## PROBLEM TO WORK ON:
Transcribe the listing below exactly, from its first line through the line with "ctx.font = font". Omit the pictures.

════════════════════

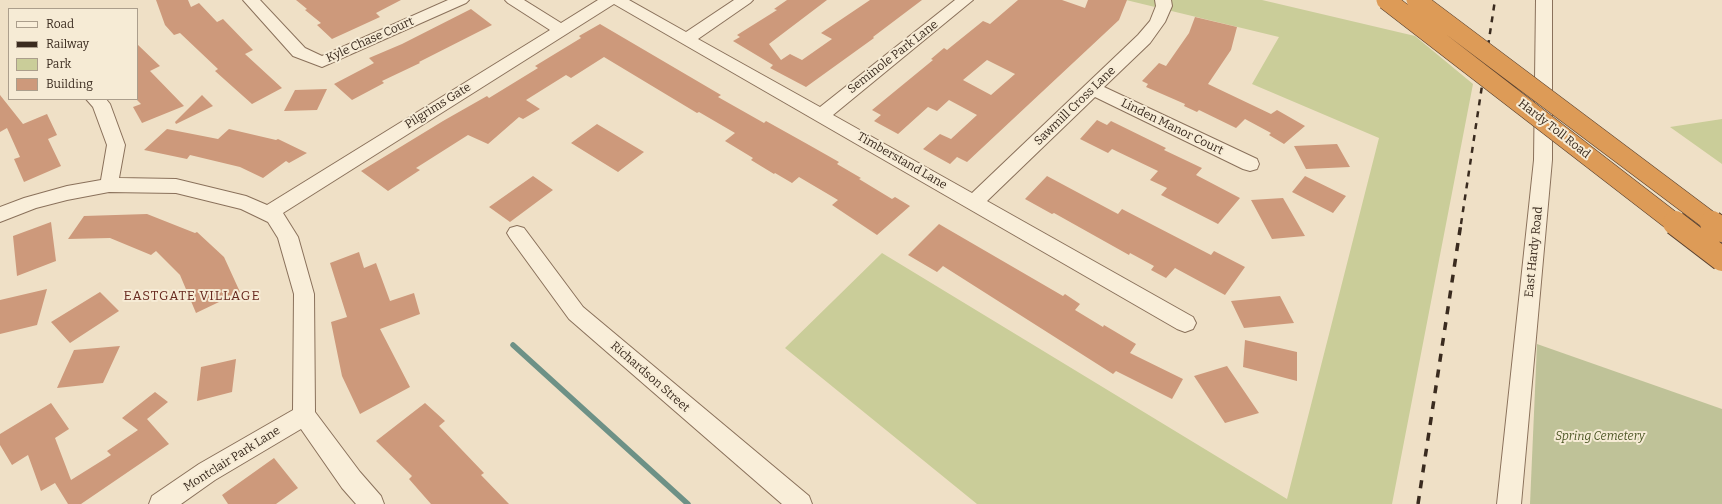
<!DOCTYPE html>
<style>
body{margin:0}
#map{position:relative;width:1722px;height:504px;overflow:hidden;background:#efe0c6;font-family:Bitter,serif}
canvas{display:block}
.legend{position:absolute;left:8px;top:8px;width:130px;height:92px;box-sizing:border-box;background:#f6ebd5;border:1px solid #ab9e8c;margin:0;padding:5px 7px;list-style:none;font-size:12px;color:#3a2b1f}
.legend li{display:flex;align-items:center;gap:8px;height:20px}
.legend b{width:20px;border:1px solid #ab9e8c}
</style>
<div id="map">
<canvas width="1722" height="504"></canvas>
<ul class="legend">
<li><b style="height:5px;background:#f9eed9"></b>Road</li>
<li><b style="height:5px;background:#3a2b1f"></b>Railway</li>
<li><b style="height:11px;background:#cacd99"></b>Park</li>
<li><b style="height:11px;background:#cd997b"></b>Building</li>
</ul>
</div>
<script>
const ctx = document.querySelector('canvas').getContext('2d');
ctx.lineJoin = 'round';
function paint(path, color) { ctx.fillStyle = color; ctx.fill(path, 'evenodd'); }
const shape = rows => new Path2D(rows.map(r => 'M' + r).join(''));
function stroke(path, color, width, dash) { ctx.strokeStyle = color; ctx.lineWidth = width; ctx.lineCap = dash ? 'butt' : 'round'; ctx.setLineDash(dash || []); ctx.stroke(path); }
function label(font, color, halo, rows, align = 'center') {
  ctx.font = font + ' Bitter,serif'; ctx.lineWidth = 4; ctx.setLineDash([]); ctx.textBaseline = 'middle'; ctx.strokeStyle = halo; ctx.fillStyle = color; for (const [text, x, y, turn = 0] of rows) {
    ctx.save(); ctx.translate(x, y); ctx.rotate((+turn || 0) * Math.PI / 180); ctx.textAlign = isNaN(turn) ? turn : align; if (halo) ctx.strokeText(text, 0, 0); ctx.fillText(text, 0, 0); ctx.restore();
  }
}
const green = shape([
 [1126,0,1262,0,1415,36,1473,84,1392,504,977,504,785,348,882,253,1287,499,1379,138,1252,84,1279,37],
 [1722,119,1722,164,1670,127]
]);
const cemetery = shape([
 [1537,344,1722,409,1722,504,1530,504]
]);
const stream = shape([
 [513,345,688,504]
]);
const building = shape([
 [156,0,188,0,191,7,199,3,217,22,223,19,253,50,245,54,282,88,252,104,215,71,218,69,180,33,174,35,165,25],
 [296,0,401,0,376,13,380,17,332,39,317,25,321,23,305,10,307,9],
 [787,0,827,0,769,44,781,60,790,54,802,60,832,39,821,33,870,0,922,0,873,37,874,38,806,87,770,68,773,65,733,41,740,37,737,35,777,10,774,9],
 [1018,0,1062,0,1085,8,1088,0,1127,0,1119,20,967,162,957,157,950,164,923,149,940,134,951,139,977,115,949,100,937,111,928,107,898,134,874,121,881,115,872,110,933,60,931,59,944,48,947,50,983,21,990,24],
 [987,60,1015,74,991,95,963,80],
 [471,9,492,25,419,62,420,63,382,81,384,83,352,100,334,84,374,63,369,58,402,44],
 [1195,17,1237,27,1231,50,1208,84,1271,114,1277,110,1305,126,1284,144,1269,135,1271,133,1245,119,1236,128,1199,110,1197,112,1184,106,1185,104,1146,87,1148,84,1142,81,1159,63,1166,66,1189,33],
 [600,24,721,95,718,97,764,123,766,121,809,145,839,162,837,164,861,178,859,179,892,199,895,197,910,206,877,235,832,205,838,200,799,177,792,183,775,173,774,174,751,160,753,158,725,141,735,133,699,112,697,113,604,57,571,78,566,75,526,100,540,109,523,119,519,117,488,144,468,135,416,168,420,170,388,191,361,171,443,121,487,96,489,98,538,68,535,66,581,38,579,36],
 [137,44,160,66,150,71,184,106,142,123,133,107,141,104,137,100],
 [327,89,317,110,284,111,295,90],
 [0,95,23,124,47,114,57,135,48,139,61,166,24,182,14,159,20,157,7,128,0,132],
 [202,95,213,106,176,124,175,122],
 [1097,120,1107,125,1111,121,1166,148,1164,150,1202,168,1196,175,1240,198,1218,224,1161,195,1167,188,1150,180,1158,171,1112,149,1108,153,1080,139],
 [597,124,644,152,618,172,571,143],
 [167,129,218,139,229,129,276,140,278,139,307,153,289,163,286,161,263,178,240,167,190,155,187,159,144,150],
 [1337,144,1350,167,1306,169,1294,146],
 [533,176,553,190,510,222,489,207],
 [1047,176,1118,214,1122,209,1211,255,1214,251,1245,267,1225,295,1175,268,1166,278,1151,270,1154,266,1130,253,1129,255,1054,213,1052,214,1025,199],
 [1305,176,1346,196,1333,213,1292,192],
 [1283,198,1305,236,1272,239,1251,200],
 [147,214,195,233,197,232,224,257,240,292,196,313,180,275,156,251,151,255,110,238,68,239,84,216],
 [51,222,56,261,17,276,13,236],
 [939,224,1063,296,1065,294,1080,304,1075,310,1103,327,1104,325,1136,344,1130,353,1183,379,1172,399,1116,371,1113,374,943,266,937,272,908,255],
 [359,252,364,268,376,263,390,301,414,293,420,314,380,329,410,387,360,414,342,376,331,322,347,317,330,263],
 [47,289,37,325,0,334,0,300],
 [100,292,119,311,70,343,51,322],
 [1280,296,1294,323,1244,328,1231,301],
 [1245,340,1297,352,1297,381,1243,367],
 [120,346,103,383,57,388,74,350],
 [236,359,232,392,197,401,201,367],
 [1227,366,1259,413,1225,423,1194,376],
 [155,392,168,402,147,419,169,444,81,504,68,504,55,483,41,491,28,455,12,465,0,445,0,434,51,403,69,429,55,438,71,480,111,455,107,451,138,430,122,418],
 [425,403,445,421,439,426,484,473,481,475,509,504,431,504,409,479,412,476,376,441],
 [274,458,298,488,276,504,228,504,222,495]
]);
const minor = shape([
 [243,0,260,0,305,48,322,56,448,0,469,0,466,3,322,67,293,56,243,0],
 [505,0,524,0,561,23,598,0,629,0,686,32,734,0,753,0,750,3,698,39,820,107,955,0,973,0,833,115,972,193,1138,35,1150,21,1156,6,1155,0,1171,0,1172,6,1165,22,1150,43,1104,87,1257,159,1259,164,1257,169,1250,171,1243,169,1095,97,987,201,1193,317,1196,323,1193,329,1185,332,1177,329,614,4,283,213,298,237,314,294,315,412,360,472,381,496,384,504,356,504,342,488,301,429,215,480,181,504,149,504,152,496,199,464,293,410,294,294,278,238,268,222,241,209,176,193,109,192,67,200,36,208,0,222,0,207,24,198,67,186,101,180,107,145,93,107,86,99,106,99,110,104,125,145,119,178,176,179,246,196,267,205,550,30,508,3,505,0],
 [1536,0,1552,0,1552,160,1521,504,1497,504,1534,160,1536,0],
 [517,226,524,228,583,307,809,496,812,504,782,504,569,319,510,238,507,233,510,228,517,226]
]);
const railFar1 = shape([
 [1461,224,1495,0]
]);
const rail = shape([
 [1418,504,1461,223]
]);
const highwayBridgeFar1 = shape([
 [1386,0,1676,224],
 [1416,0,1714,224]
]);
const highwayBridge = shape([
 [1675,223,1722,259],
 [1712,223,1722,230]
]);
const streetNames = [
 ["Kyle Chase Court",370,40,-24],
 ["Seminole Park Lane",893,57,-38],
 ["Pilgrims Gate",438,106,-32],
 ["Sawmill Cross Lane",1075,106,-44],
 ["Linden Manor Court",1172,127,26],
 ["Hardy Toll Road",1554,129,38],
 ["Timberstand Lane",902,161,30],
 ["East Hardy Road",1534,252,-84],
 ["Richardson Street",650,377,41],
 ["Montclair Park Lane",232,459,-32]
];
const parkNames = [
 ["Spring Cemetery",1600,437]
];
const neighbourhoodNames = [
 ["EASTGATE VILLAGE",192,296]
];
paint(green, '#cacd99');
paint(cemetery, '#bfc298');
stroke(stream, '#6d9186', 5.5);
paint(building, '#cd997b');
stroke(minor, '#8a715b', 2);
paint(minor, '#f9eed9');
stroke(railFar1, '#3a2b1f', 2.5, [6, 6]);
stroke(rail, '#3a2b1f', 3.5, [8, 8]);
stroke(highwayBridgeFar1, '#58402f', 20, []);
stroke(highwayBridge, '#58402f', 26, []);
stroke(highwayBridgeFar1, '#dd9b57', 19);
stroke(highwayBridge, '#dd9b57', 24);
label('12px', '#3a2b1f', '#f6ebd5', streetNames);
label('italic 12px', '#4d5726', '#f6ebd5', parkNames);
ctx.letterSpacing = '1px';
label('13px', '#67291e', '#f6ebd5', neighbourhoodNames);
ctx.letterSpacing = '0px';
</script>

════════════════════

## SOLVED EXERCISE:
<!DOCTYPE html>
<style>
body{margin:0}
#map{position:relative;width:1722px;height:504px;overflow:hidden;background:#efe0c6;font-family:Bitter,serif}
canvas{display:block}
.legend{position:absolute;left:8px;top:8px;width:130px;height:92px;box-sizing:border-box;background:#f6ebd5;border:1px solid #ab9e8c;margin:0;padding:5px 7px;list-style:none;font-size:12px;color:#3a2b1f}
.legend li{display:flex;align-items:center;gap:8px;height:20px}
.legend b{width:20px;border:1px solid #ab9e8c}
</style>
<div id="map">
<canvas width="1722" height="504"></canvas>
<ul class="legend">
<li><b style="height:5px;background:#f9eed9"></b>Road</li>
<li><b style="height:5px;background:#3a2b1f"></b>Railway</li>
<li><b style="height:11px;background:#cacd99"></b>Park</li>
<li><b style="height:11px;background:#cd997b"></b>Building</li>
</ul>
</div>
<script>
const ctx = document.querySelector('canvas').getContext('2d');
ctx.lineJoin = 'round';
function paint(path, color) { ctx.fillStyle = color; ctx.fill(path, 'evenodd'); }
const shape = rows => new Path2D(rows.map(r => 'M' + r).join(''));
function stroke(path, color, width, dash) { ctx.strokeStyle = color; ctx.lineWidth = width; ctx.lineCap = dash ? 'butt' : 'round'; ctx.setLineDash(dash || []); ctx.stroke(path); }
function label(font, color, halo, rows, align = 'center') {
  ctx.font = font + ' Bitter,serif'; ctx.lineWidth = 4; ctx.setLineDash([]); ctx.textBaseline = 'middle'; ctx.strokeStyle = halo; ctx.fillStyle = color; for (const [text, x, y, turn = 0] of rows) {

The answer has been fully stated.